▶ [Work request]:
Please go line by line through the material and copy each one containing the word "down".

▶ [Exercise material]:

^^^^^^^^

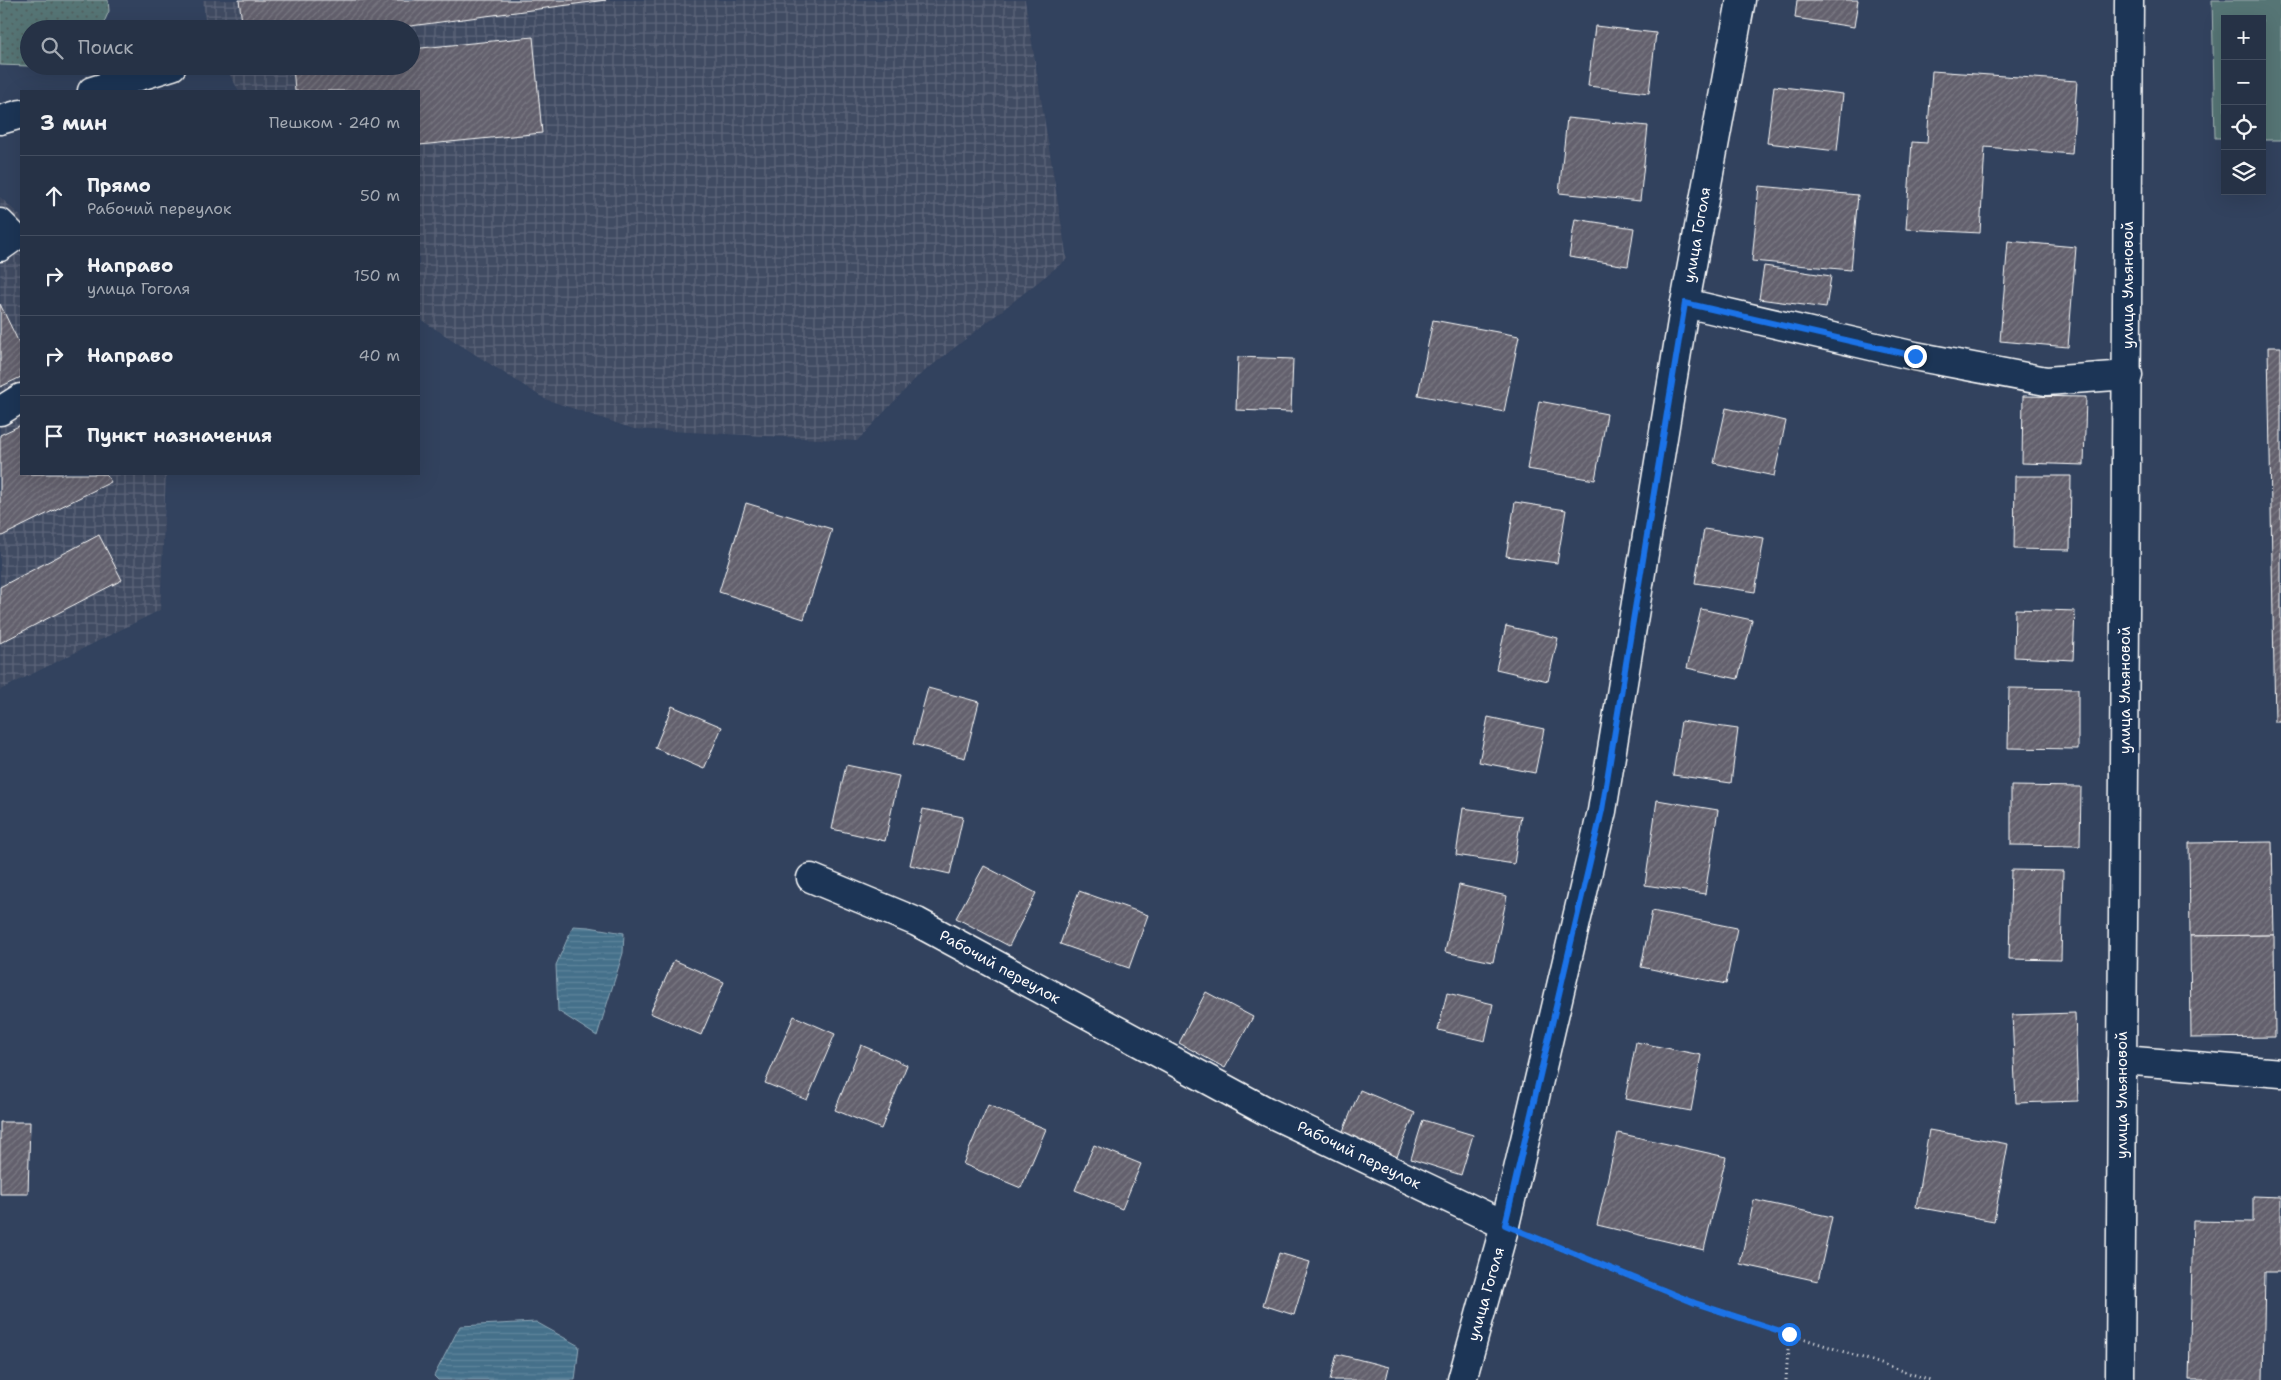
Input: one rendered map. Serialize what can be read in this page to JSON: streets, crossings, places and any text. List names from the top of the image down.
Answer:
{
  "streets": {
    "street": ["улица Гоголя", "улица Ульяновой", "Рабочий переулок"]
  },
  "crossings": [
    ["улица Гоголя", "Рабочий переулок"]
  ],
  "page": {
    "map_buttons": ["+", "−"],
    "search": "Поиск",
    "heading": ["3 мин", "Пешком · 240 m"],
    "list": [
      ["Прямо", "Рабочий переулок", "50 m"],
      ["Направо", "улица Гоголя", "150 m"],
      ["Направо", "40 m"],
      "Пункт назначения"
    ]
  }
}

^^^^^^^^

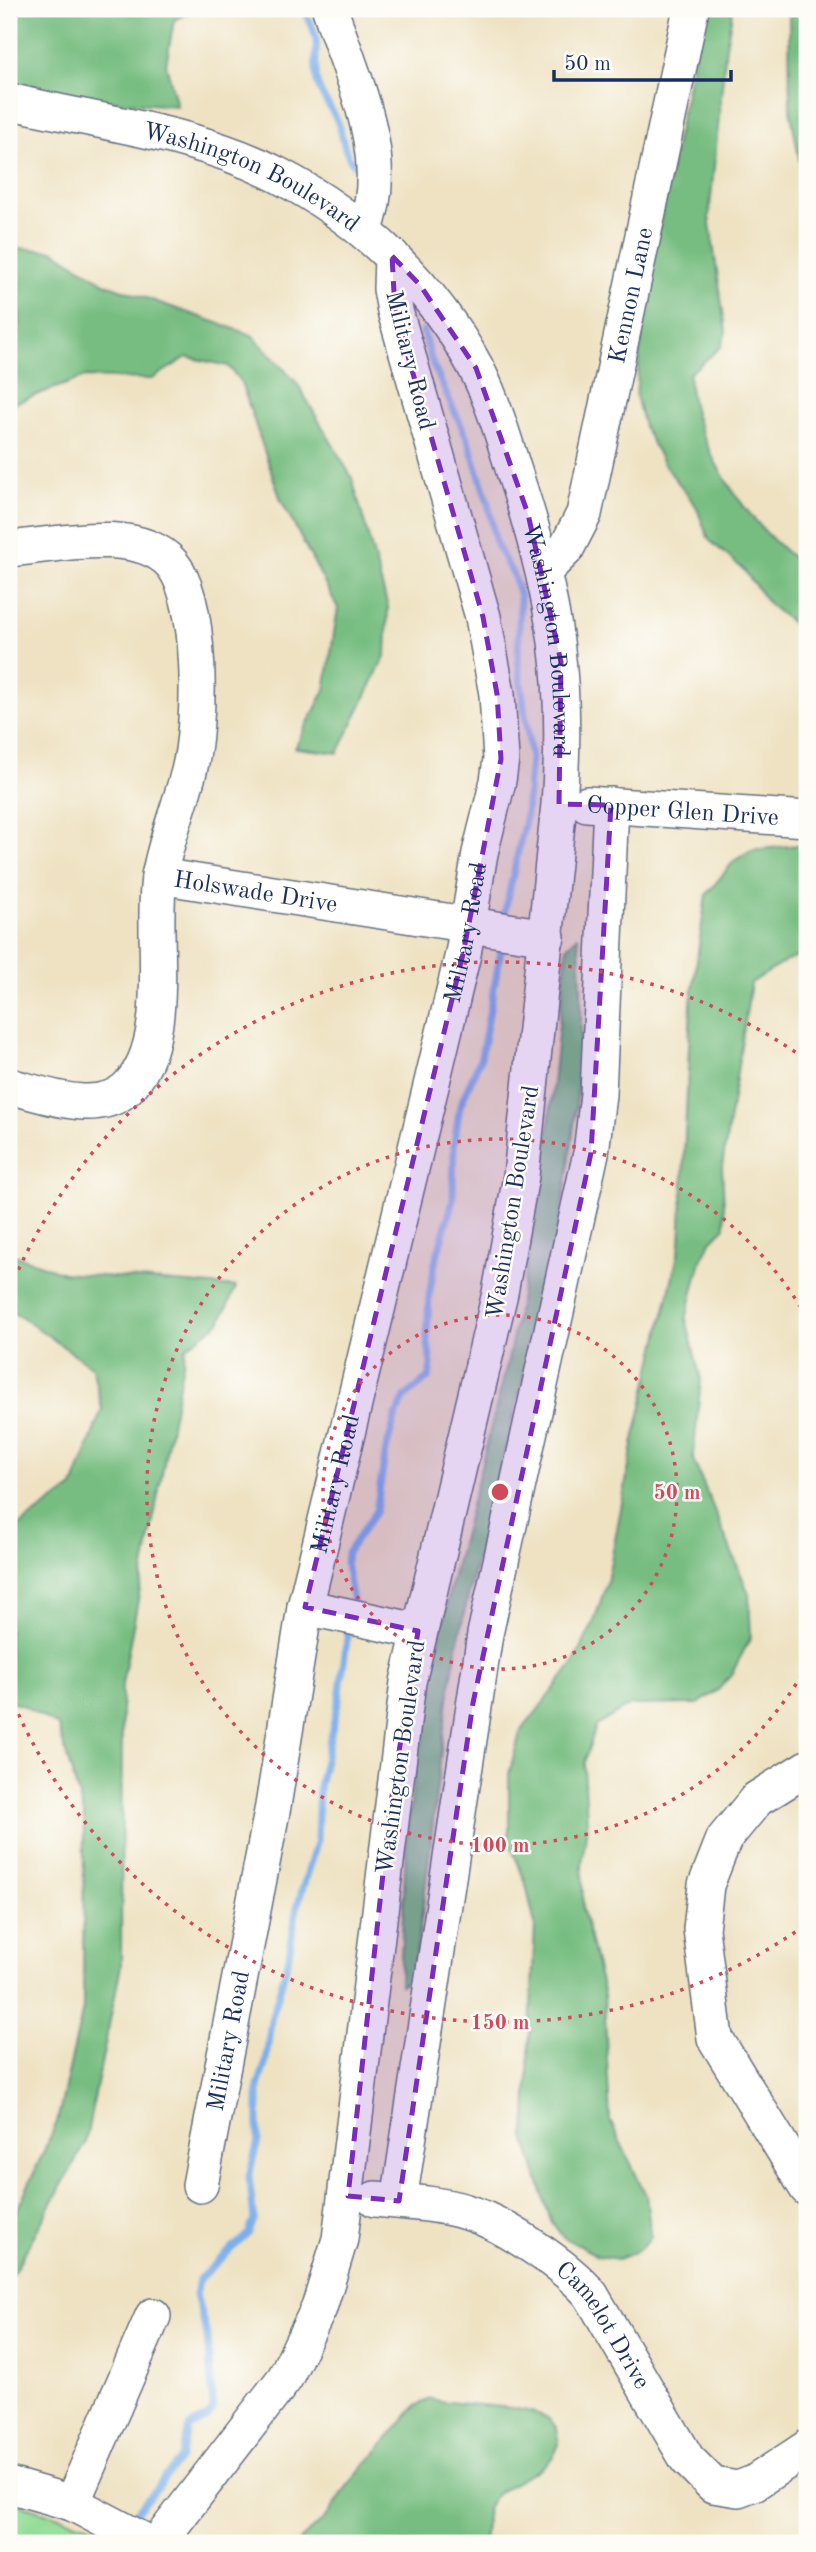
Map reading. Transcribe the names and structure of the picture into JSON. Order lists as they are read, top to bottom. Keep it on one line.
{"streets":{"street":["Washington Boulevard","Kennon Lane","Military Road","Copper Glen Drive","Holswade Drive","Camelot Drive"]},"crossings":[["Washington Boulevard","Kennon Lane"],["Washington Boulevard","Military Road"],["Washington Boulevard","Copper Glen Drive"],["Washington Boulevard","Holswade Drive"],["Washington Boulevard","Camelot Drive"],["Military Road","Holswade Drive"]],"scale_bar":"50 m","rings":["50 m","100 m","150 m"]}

^^^^^^^^

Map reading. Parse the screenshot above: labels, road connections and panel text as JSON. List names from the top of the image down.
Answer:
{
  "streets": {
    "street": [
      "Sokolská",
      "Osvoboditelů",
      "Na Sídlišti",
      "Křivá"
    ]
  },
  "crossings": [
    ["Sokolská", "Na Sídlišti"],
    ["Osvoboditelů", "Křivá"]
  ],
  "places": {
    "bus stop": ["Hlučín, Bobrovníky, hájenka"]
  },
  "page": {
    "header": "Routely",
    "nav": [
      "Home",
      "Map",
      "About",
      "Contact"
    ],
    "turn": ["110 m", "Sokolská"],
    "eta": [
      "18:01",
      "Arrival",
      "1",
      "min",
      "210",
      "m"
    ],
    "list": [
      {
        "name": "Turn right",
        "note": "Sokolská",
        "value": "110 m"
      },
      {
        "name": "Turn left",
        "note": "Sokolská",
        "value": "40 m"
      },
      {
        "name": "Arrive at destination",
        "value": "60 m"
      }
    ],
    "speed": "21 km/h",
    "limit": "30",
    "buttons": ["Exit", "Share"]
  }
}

^^^^^^^^

▶ [Answer area]:
Input: one rendered map. Serialize what can be read in this page to JSON: streets, crossings, places and any text. List names from the top of the image down.
Map reading. Parse the screenshot above: labels, road connections and panel text as JSON. List names from the top of the image down.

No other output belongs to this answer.